Gece
Eve geldi. Günün yorgunluğunu kambur gibi sırtında taşıyordu. Kendine verdiği ‘eve gelince uyumama’ sözüne bir kez daha ihanet edecekti. Bir kez daha kendini kandırma seansını titizlikle gerçekleştirdi. Ayazda kalan ruhu iç sesini bile dondurmuştu.
Gündüz
Sıkılıyorum. Hayatım dar ağacında ve idamımı izlemeye gelen bir Allah’ın kulu yok.
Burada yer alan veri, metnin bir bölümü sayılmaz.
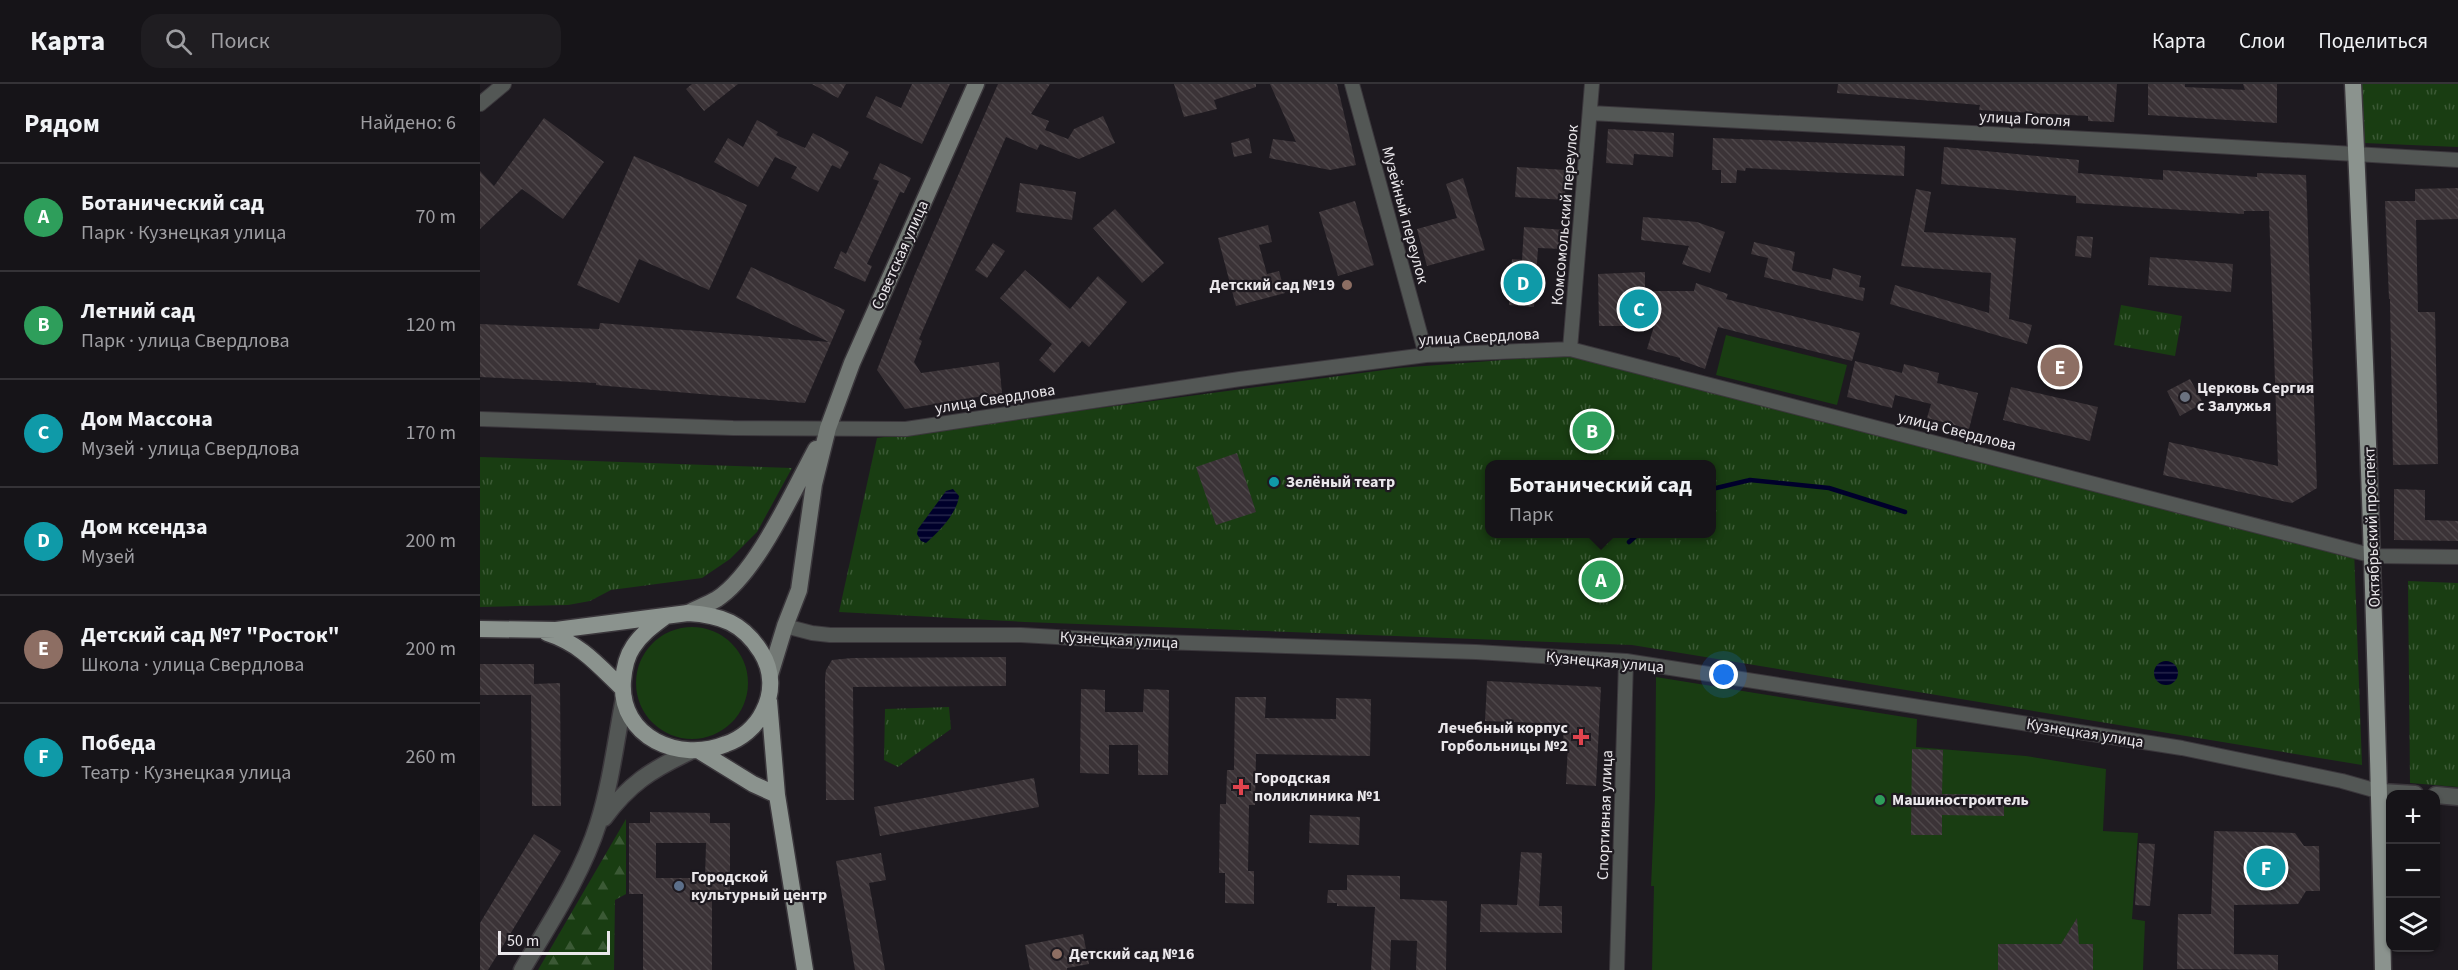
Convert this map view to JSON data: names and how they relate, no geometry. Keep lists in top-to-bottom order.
{
  "streets": {
    "main road": ["Советская улица", "Октябрьский проспект"],
    "street": [
      "улица Гоголя",
      "Музейный переулок",
      "Комсомольский переулок",
      "улица Свердлова",
      "Кузнецкая улица",
      "Спортивная улица"
    ]
  },
  "crossings": [
    ["улица Гоголя", "Комсомольский переулок"],
    ["улица Гоголя", "Октябрьский проспект"],
    ["Музейный переулок", "улица Свердлова"],
    ["Комсомольский переулок", "улица Свердлова"],
    ["Советская улица", "улица Свердлова"],
    ["Советская улица", "Кузнецкая улица"],
    ["улица Свердлова", "Октябрьский проспект"],
    ["Октябрьский проспект", "Кузнецкая улица"],
    ["Кузнецкая улица", "Спортивная улица"]
  ],
  "places": {
    "other": [
      "Детский сад №19",
      "Церковь Сергия с Залужья",
      "Зелёный театр",
      "Машиностроитель",
      "Городской культурный центр",
      "Детский сад №16"
    ],
    "health": ["Лечебный корпус Горбольницы №2", "Городская поликлиника №1"]
  },
  "scale_bar": "50 m",
  "page": {
    "header": "Карта",
    "search": "Поиск",
    "nav": ["Карта", "Слои", "Поделиться"],
    "heading": ["Рядом", "Найдено: 6"],
    "list": [
      {
        "mark": "A",
        "name": "Ботанический сад",
        "note": "Парк · Кузнецкая улица",
        "value": "70 m"
      },
      {
        "mark": "B",
        "name": "Летний сад",
        "note": "Парк · улица Свердлова",
        "value": "120 m"
      },
      {
        "mark": "C",
        "name": "Дом Масcона",
        "note": "Музей · улица Свердлова",
        "value": "170 m"
      },
      {
        "mark": "D",
        "name": "Дом ксендза",
        "note": "Музей",
        "value": "200 m"
      },
      {
        "mark": "E",
        "name": "Детский сад №7 \"Росток\"",
        "note": "Школа · улица Свердлова",
        "value": "200 m"
      },
      {
        "mark": "F",
        "name": "Победа",
        "note": "Театр · Кузнецкая улица",
        "value": "260 m"
      }
    ],
    "pins": [
      "D",
      "C",
      "E",
      "B",
      "A",
      "F"
    ],
    "popup": ["Ботанический сад", "Парк"],
    "map_buttons": ["+", "−"],
    "scale": "50 m"
  }
}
Duvara attığım yalnızlık çentikleri sanatsal bir tablo gibi görünüyor gözüme. Hepsi onun yüzünden. Ülkedeki tüm rant kokulu ihaleleri üzerine bırakmak istiyorum. Bazen o benim ağlama duvarımmış gibi geliyor. Klişe olmasa dart tahtasının üzerine fotoğrafını asacağım!
Gece
Cevabı meçhul onca soru var aklında. Neden biliyorsun diye sormayın. İlahi bakış açısı bunu gerektirir. Haline bir bakın. Günlük işleri yaparken dudaklarının arasında sünturlu küfürler birikmiş. Böyle bir ev yaşayışın kumbarasında ancak küfür birikir zaten.
Gündüz
Edebiyat bir çukurdur. Anlamasam da ben zaten çukurda yaşıyorum. Tahammül edemediğim için çil yavrusu gibi dağılan insancıklar beni kendimle bıraktı. Bu kadar bırakmasalar iyiydi ama bir hayvancık imdadıma yetişti. Afili bir kimyasal silah icat edip beni hak etmeyenlere fısfıslamak istiyorum. Belki bu sayede birkaç ihtiyarı da tokatlayabilirim. Bence iyi fikir.
Gece
Çanlar onun için çalıyor. Bu sonu kendi hazırladı. Tuğlaları bir arada tutmak için harç niyetine erittiği ruhu artık nemlenmeye, küflenmeye başladı. Zaten halının üzerindeki çöpler de ayaklarına batıyor. Hayatına uygun bir dekor.
- Eee ne oldu şimdi?
Gündüz
Her şey senin yüzünden. Bitti.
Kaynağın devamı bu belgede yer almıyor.